Thursday, July 28, 2011

Ninety-nine Red Balloons

I'm dating myself with this memory, but the 1982 song "99 Red Balloons (99 Luftballons)" by Nena was part of the soundtrack of my high-school years.

Ninety-nine red balloons
Floating in the summer sky
Panic bells, it's red alert
There's something here from somewhere else...
This was at about the time as the movie "War Games," when the thought of accidental global thermonuclear war was in the public imagination. The song protested the war machine with a fable of two children who release a bevy of toy balloons. Some country's surveillance software takes the balloons for a security threat and: "This is what we've waited for -- this is it, boys, this is war!"

I hadn't thought of that song for years, even when my daughters began to show great delight in helium balloons. A red birthday-balloon tradition became especially strong with Rose, whose February birthday falls at just the right season for discount Valentine balloons!


For Joy, mylar balloons have always been a stimmy delight, from their dangly ribbons to their delightful crackly feel. Once Joy came along, Rose had to learn to share the heart balloons -- though there were always plenty to go around.

Now in Wisconsin, mylar heart-balloons have taken on a whole new meaning.

It started in February, when the protests against Governor Walker's appalling budget proposals broke out. At some point during the initial protests, someone released a heart balloon in the Rotunda. It floated up to the dome... and stayed there. And stayed, and stayed. As the protests morphed into work on the recall elections, and the major remaining protest presence in the Capitol was the daily Solidarity Singalong, the heart balloon became a symbol of the endurance of the protests. A Capitol Balloon Facebook page sprang up, and a Twitter account. When eventually the balloon did come down toward the end of June, it was taken to the Wisconsin Historical Society to be preserved for posterity.

With the original balloon gone, replacements began trickling in.
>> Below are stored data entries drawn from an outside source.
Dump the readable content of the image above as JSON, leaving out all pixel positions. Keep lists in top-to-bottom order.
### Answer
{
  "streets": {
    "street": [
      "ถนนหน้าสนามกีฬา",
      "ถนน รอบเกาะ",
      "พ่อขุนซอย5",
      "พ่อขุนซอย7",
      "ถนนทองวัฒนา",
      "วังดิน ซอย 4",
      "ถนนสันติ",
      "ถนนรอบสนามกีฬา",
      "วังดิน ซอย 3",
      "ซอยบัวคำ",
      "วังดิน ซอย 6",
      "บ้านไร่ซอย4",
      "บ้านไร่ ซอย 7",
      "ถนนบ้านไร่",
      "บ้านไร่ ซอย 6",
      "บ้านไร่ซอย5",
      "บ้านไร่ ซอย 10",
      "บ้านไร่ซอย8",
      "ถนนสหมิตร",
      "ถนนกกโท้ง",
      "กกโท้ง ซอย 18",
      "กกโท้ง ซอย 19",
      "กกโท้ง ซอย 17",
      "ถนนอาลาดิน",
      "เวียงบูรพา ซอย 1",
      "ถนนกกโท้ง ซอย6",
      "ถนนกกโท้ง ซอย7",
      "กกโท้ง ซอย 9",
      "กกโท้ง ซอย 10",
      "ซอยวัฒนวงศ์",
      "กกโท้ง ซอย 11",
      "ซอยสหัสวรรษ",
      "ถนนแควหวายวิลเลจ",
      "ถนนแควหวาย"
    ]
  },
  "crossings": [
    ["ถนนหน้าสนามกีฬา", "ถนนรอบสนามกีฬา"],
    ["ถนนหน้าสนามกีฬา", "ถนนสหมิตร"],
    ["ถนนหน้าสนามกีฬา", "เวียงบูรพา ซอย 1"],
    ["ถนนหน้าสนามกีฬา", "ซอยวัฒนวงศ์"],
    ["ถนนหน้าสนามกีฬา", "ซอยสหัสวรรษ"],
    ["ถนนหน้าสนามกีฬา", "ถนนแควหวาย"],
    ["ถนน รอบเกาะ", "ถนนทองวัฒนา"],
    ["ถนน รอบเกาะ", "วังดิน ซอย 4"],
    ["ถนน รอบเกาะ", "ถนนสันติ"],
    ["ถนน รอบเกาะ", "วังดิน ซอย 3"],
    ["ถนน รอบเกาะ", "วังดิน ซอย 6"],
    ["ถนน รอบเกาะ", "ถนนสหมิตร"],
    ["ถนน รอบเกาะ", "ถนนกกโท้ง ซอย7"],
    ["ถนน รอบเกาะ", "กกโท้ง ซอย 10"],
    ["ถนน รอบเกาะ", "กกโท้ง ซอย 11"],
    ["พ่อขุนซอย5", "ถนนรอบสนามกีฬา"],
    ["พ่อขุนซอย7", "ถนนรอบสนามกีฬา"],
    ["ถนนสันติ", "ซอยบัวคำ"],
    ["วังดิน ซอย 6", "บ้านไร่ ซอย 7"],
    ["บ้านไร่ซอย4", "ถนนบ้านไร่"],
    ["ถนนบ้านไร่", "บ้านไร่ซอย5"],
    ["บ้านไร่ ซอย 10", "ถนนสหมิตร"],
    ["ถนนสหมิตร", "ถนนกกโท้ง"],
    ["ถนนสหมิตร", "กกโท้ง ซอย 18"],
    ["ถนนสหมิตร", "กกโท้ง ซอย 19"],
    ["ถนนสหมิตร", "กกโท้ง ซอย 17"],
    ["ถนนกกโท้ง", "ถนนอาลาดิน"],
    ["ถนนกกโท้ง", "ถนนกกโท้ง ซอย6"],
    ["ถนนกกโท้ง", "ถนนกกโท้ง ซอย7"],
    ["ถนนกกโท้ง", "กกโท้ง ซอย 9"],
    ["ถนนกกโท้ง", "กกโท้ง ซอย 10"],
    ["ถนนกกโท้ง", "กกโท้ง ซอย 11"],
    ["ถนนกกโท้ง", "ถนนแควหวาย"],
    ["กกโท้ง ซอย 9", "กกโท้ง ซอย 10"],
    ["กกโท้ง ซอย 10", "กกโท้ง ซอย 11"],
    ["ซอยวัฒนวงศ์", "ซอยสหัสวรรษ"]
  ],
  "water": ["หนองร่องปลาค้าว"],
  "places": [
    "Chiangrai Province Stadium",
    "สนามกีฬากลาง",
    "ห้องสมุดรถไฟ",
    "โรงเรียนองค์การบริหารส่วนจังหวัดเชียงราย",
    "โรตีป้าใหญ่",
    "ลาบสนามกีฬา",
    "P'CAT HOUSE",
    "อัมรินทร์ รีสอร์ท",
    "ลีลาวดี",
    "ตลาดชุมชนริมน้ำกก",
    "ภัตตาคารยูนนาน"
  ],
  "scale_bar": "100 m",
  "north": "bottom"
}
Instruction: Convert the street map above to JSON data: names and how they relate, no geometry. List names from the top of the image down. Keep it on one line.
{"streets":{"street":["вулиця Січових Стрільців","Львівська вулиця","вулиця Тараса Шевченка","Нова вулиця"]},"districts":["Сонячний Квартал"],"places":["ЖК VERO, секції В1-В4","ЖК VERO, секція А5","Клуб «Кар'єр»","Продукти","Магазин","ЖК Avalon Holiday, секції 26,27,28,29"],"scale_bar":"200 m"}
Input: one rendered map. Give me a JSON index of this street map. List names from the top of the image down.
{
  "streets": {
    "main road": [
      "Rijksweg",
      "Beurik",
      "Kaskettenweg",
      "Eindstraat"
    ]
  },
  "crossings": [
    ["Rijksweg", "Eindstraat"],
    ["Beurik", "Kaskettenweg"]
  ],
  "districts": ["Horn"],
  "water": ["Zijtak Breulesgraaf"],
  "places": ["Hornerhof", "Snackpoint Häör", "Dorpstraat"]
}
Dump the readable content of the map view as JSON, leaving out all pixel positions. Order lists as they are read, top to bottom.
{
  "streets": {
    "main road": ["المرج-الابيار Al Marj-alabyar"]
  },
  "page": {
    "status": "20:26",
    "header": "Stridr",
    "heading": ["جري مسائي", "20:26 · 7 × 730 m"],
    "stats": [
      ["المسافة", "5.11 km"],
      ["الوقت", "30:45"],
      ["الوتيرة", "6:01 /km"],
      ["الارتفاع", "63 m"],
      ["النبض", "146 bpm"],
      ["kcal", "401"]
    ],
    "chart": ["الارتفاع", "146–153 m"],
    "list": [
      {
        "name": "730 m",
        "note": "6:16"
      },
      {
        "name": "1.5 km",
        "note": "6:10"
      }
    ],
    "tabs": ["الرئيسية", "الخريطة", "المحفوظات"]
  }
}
More balloons floated up to take its place, and protesters began delivering balloons to legislators. The Department of Administration and the Capitol police began to take notice. Soon there were reports of an arrest for a balloon release, and of police officers tailing a protester as she delivered balloons to legislative offices.

Then on Tuesday, a bizarre act of violence. The protester who had delivered the balloons was singing toward the end of that day's Solidarity Singalong, bearing a balloon ready for delivery to yet another office, when the facilities manager accosted her and began stabbing her balloon with a knife, repeatedly! By the time the balloon was good and dead, there was blood on the protester and on the floor, though she had not been injured (it seems the knife-wielder had managed to cut himself in the process.) He then took off, leaving spatters of blood in front of the stairs that lead to the Wisconsin Supreme Court -- and she followed to demand his identification. Instead of providing it, the protester & witnesses relate, he grabbed her and threw her into the door of the women's restroom.

The mainstream media coverage has been misleading, sadly at odds with the witness accounts, painting the incident as a little ol' argument that ended in a state employee popping a protester's balloon. The Department of Administration says that their employee hurt his hand in a tumble on the stairs before the confrontation (why he'd go accost a protester rather than attend to the dripping blood, nobody can say.)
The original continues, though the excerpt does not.